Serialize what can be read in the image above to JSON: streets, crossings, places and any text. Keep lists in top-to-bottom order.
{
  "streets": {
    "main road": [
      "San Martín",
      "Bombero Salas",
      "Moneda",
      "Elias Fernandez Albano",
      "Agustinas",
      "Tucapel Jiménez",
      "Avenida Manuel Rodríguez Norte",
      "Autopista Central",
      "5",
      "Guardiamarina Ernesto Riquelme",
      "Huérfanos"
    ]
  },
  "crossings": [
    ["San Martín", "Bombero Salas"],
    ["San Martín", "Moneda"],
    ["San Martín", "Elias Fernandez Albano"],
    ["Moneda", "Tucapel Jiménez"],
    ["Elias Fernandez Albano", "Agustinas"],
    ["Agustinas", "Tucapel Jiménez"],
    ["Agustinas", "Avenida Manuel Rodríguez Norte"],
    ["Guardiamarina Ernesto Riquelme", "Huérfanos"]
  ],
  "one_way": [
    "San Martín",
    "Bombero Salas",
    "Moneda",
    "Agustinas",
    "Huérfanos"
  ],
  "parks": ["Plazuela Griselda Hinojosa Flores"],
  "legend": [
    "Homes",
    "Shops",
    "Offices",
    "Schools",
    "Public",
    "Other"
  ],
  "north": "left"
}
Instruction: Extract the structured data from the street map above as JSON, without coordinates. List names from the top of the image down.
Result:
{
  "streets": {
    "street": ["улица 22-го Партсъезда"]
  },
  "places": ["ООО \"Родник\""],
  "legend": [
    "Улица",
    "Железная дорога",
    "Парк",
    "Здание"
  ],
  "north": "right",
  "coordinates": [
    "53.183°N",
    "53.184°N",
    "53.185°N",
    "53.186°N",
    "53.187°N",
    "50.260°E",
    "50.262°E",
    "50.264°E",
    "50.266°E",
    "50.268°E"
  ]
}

---+---

THE TASK:
Repeat the listing above line by line, exactly as written.

REPLY TO THE EXERCISE:
Serialize what can be read in the image above to JSON: streets, crossings, places and any text. Keep lists in top-to-bottom order.
{
  "streets": {
    "main road": [
      "San Martín",
      "Bombero Salas",
      "Moneda",
      "Elias Fernandez Albano",
      "Agustinas",
      "Tucapel Jiménez",
      "Avenida Manuel Rodríguez Norte",
      "Autopista Central",
      "5",
      "Guardiamarina Ernesto Riquelme",
      "Huérfanos"
    ]
  },
  "crossings": [
    ["San Martín", "Bombero Salas"],
    ["San Martín", "Moneda"],
    ["San Martín", "Elias Fernandez Albano"],
    ["Moneda", "Tucapel Jiménez"],
    ["Elias Fernandez Albano", "Agustinas"],
    ["Agustinas", "Tucapel Jiménez"],
    ["Agustinas", "Avenida Manuel Rodríguez Norte"],
    ["Guardiamarina Ernesto Riquelme", "Huérfanos"]
  ],
  "one_way": [
    "San Martín",
    "Bombero Salas",
    "Moneda",
    "Agustinas",
    "Huérfanos"
  ],
  "parks": ["Plazuela Griselda Hinojosa Flores"],
  "legend": [
    "Homes",
    "Shops",
    "Offices",
    "Schools",
    "Public",
    "Other"
  ],
  "north": "left"
}
Instruction: Extract the structured data from the street map above as JSON, without coordinates. List names from the top of the image down.
Result:
{
  "streets": {
    "street": ["улица 22-го Партсъезда"]
  },
  "places": ["ООО \"Родник\""],
  "legend": [
    "Улица",
    "Железная дорога",
    "Парк",
    "Здание"
  ],
  "north": "right",
  "coordinates": [
    "53.183°N",
    "53.184°N",
    "53.185°N",
    "53.186°N",
    "53.187°N",
    "50.260°E",
    "50.262°E",
    "50.264°E",
    "50.266°E",
    "50.268°E"
  ]
}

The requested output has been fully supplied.